Conditional probability answers: "Given that something already happened, how does that change the odds?" $P(A|B)$ reads as "the probability of A given that B already occurred." New information reduces the sample space, which changes the probability. Bayes' Theorem lets you work backwards: if you observe an effect (e.g., a defective item), it tells you the probability of each possible cause (e.g., which machine made it), weighted by how likely each cause was in the first place. Two events are independent if knowing one happened tells you nothing about the other: $P(A|B) = P(A)$.

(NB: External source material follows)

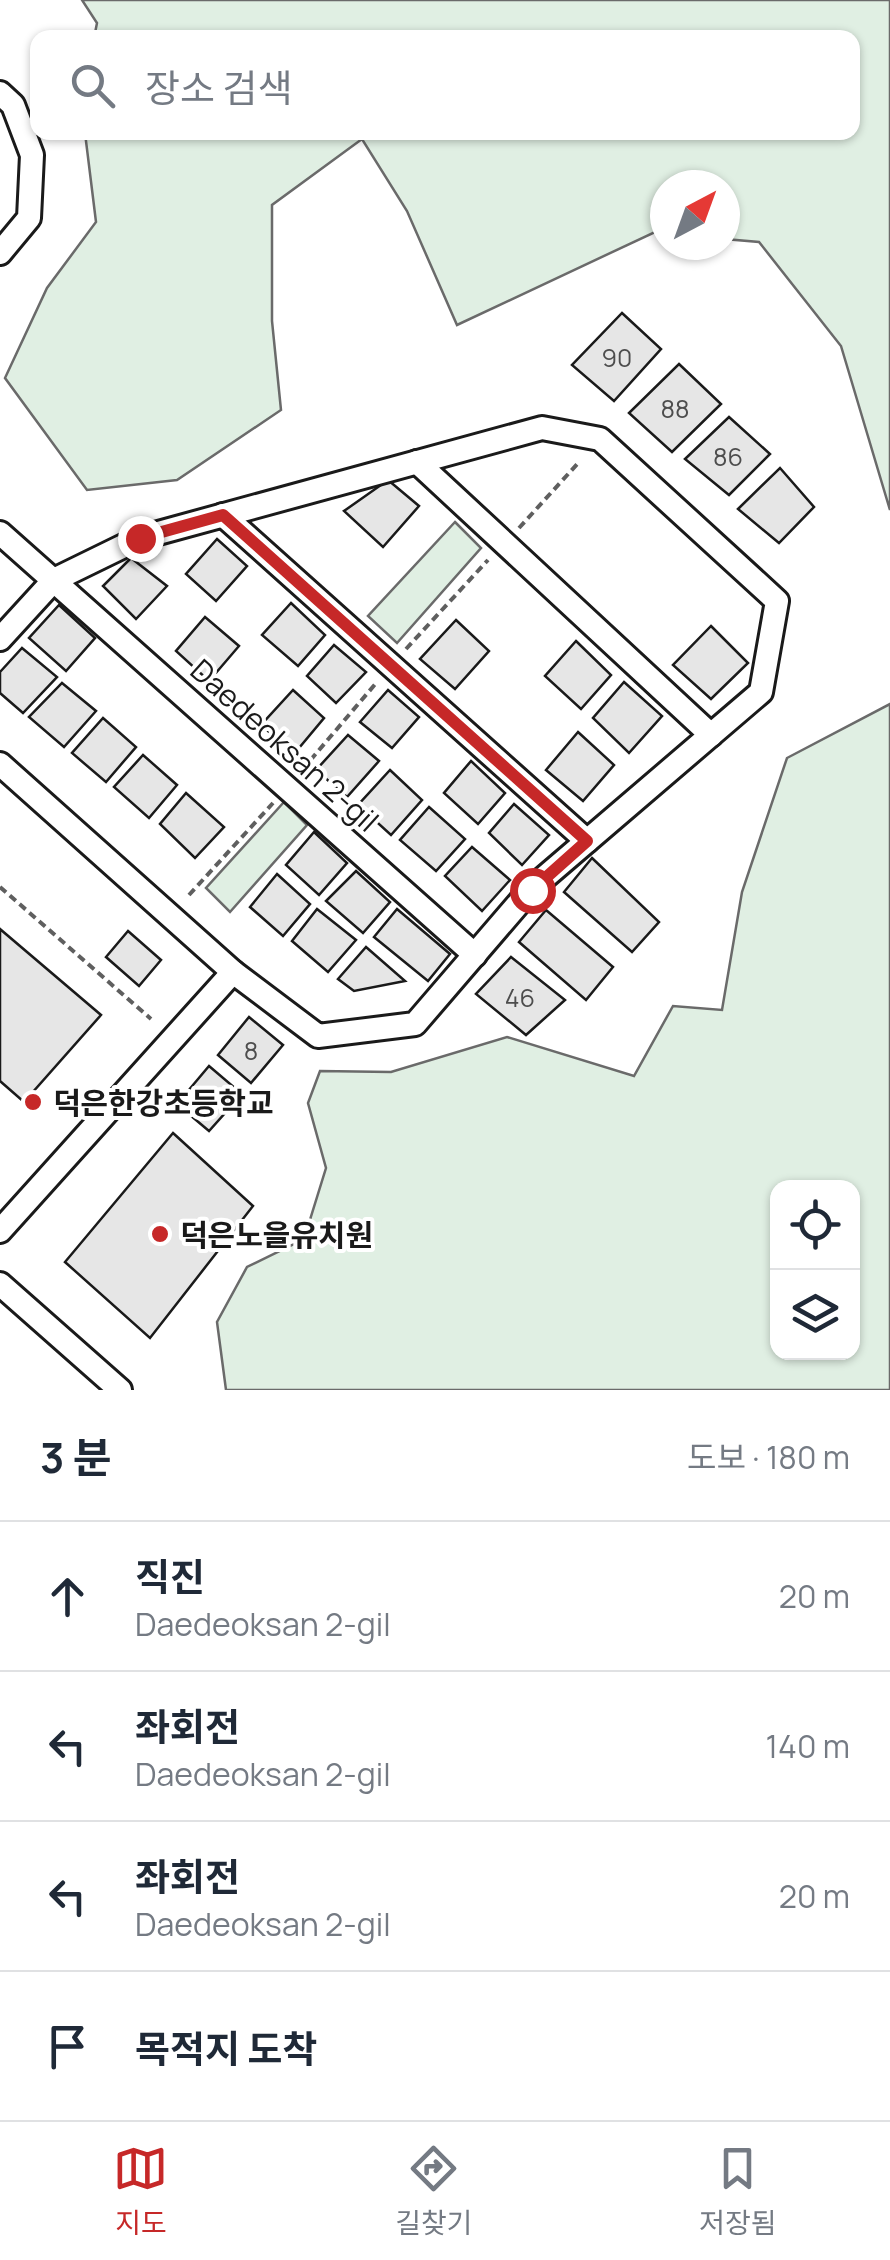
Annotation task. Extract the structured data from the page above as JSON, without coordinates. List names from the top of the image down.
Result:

$$P(A|B)=\frac{P(A\cap B)}{P(B)}$$
$$P(A_i|B)=\frac{P(A_i)\,P(B|A_i)}{\sum_j P(A_j)\,P(B|A_j)} \quad \text{(Bayes)}$$

Drawing Without Replacement

A bag contains 4 red and 6 blue balls. Two balls are drawn without replacement. Find the probability both are red.

$$P=\frac{4}{10}\cdot\frac{3}{9}=\frac{2}{15}$$

Final answer: $2/15$.

Conditional Probability from a Table

In a class, 18 students passed Math, 12 passed Physics, and 8 passed both. If a student passed Physics, find the probability that the student also passed Math.

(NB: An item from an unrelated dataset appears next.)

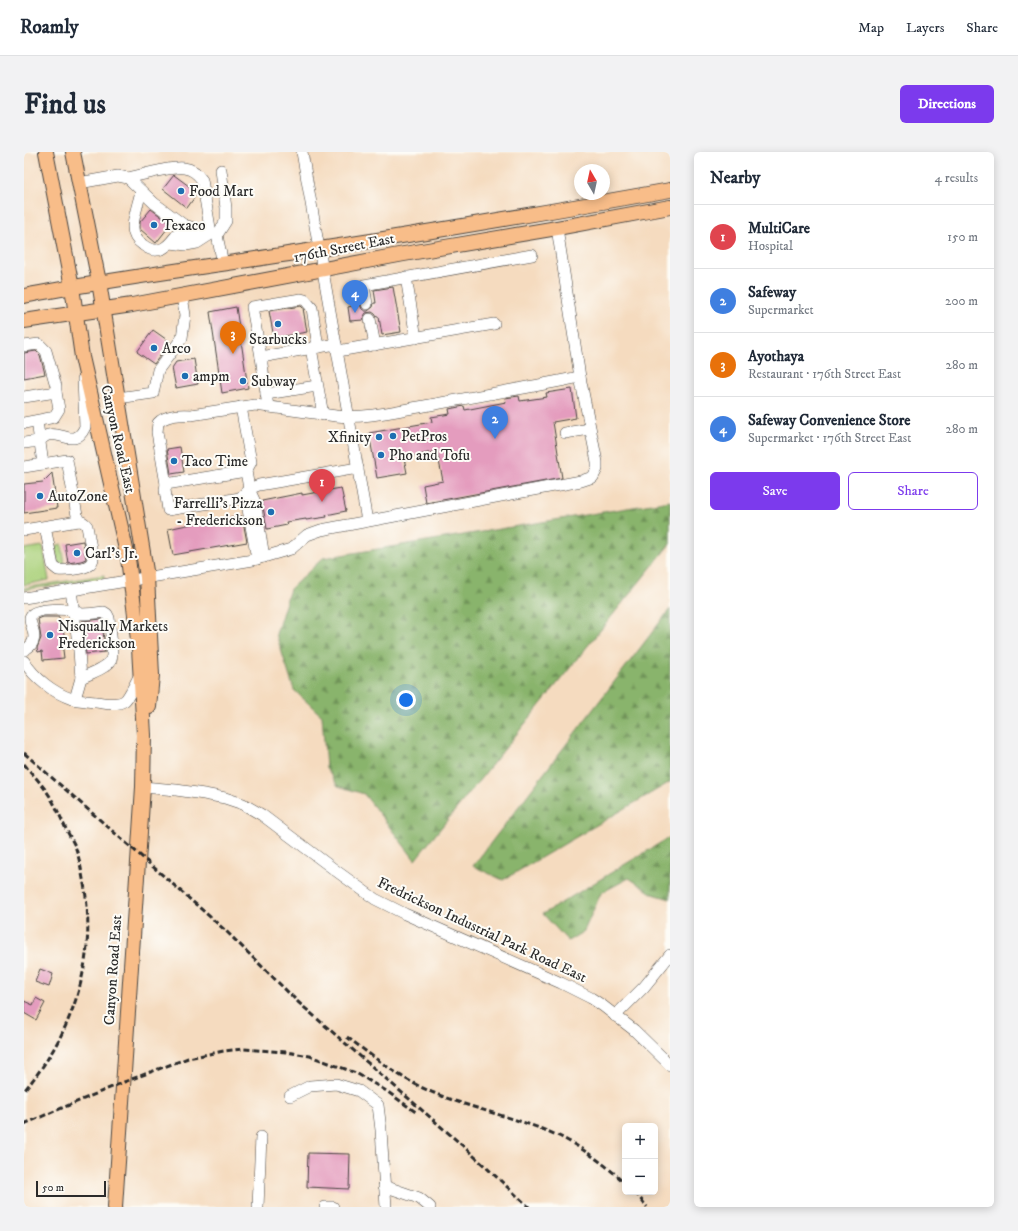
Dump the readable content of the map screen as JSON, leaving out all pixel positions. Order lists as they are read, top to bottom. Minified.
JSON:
{"streets":{"main road":["176th Street East","Canyon Road East"],"street":["Fredrickson Industrial Park Road East"]},"crossings":[["176th Street East","Canyon Road East"],["Canyon Road East","Fredrickson Industrial Park Road East"]],"places":["Food Mart","Texaco","Starbucks","Arco","ampm","Subway","PetPros","Xfinity","Pho and Tofu","Taco Time","AutoZone","Farrelli's Pizza - Frederickson","Carl's Jr.","Nisqually Markets Frederickson"],"scale_bar":"50 m","north":"top","page":{"header":"Roamly","nav":["Map","Layers","Share"],"buttons":["Directions",["Save","Share"]],"title":"Find us","heading":["Nearby","4 results"],"list":[{"mark":"1","name":"MultiCare","note":"Hospital","value":"150 m"},{"mark":"2","name":"Safeway","note":"Supermarket","value":"200 m"},{"mark":"3","name":"Ayothaya","note":"Restaurant · 176th Street East","value":"280 m"},{"mark":"4","name":"Safeway Convenience Store","note":"Supermarket · 176th Street East","value":"280 m"}],"pins":["4","3","2","1"],"map_buttons":["+","−"],"scale":"50 m"}}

$$P(M|P)=\frac{P(M\cap P)}{P(P)}=\frac{8}{12}=\frac{2}{3}$$

Final answer: $2/3$.

Bayes: Machine Defects

Machine A makes 60% of bolts with 2% defective rate. Machine B makes 40% with 5% defective rate. If a bolt is defective, find the probability it came from B.

$$P(B|D)=\frac{0.40(0.05)}{0.60(0.02)+0.40(0.05)}=\frac{0.020}{0.032}=0.625$$

Final answer: 62.5%.

Drawing With Replacement

A bag has 3 red and 7 blue balls. Two draws are made with replacement. Find the probability both are red.

With replacement, each draw is independent. The probability of red stays at 3/10 each time.

$$P(\text{both red})=\frac{3}{10}\times\frac{3}{10}=\frac{9}{100}=0.09$$

Final answer: 0.09 or 9%.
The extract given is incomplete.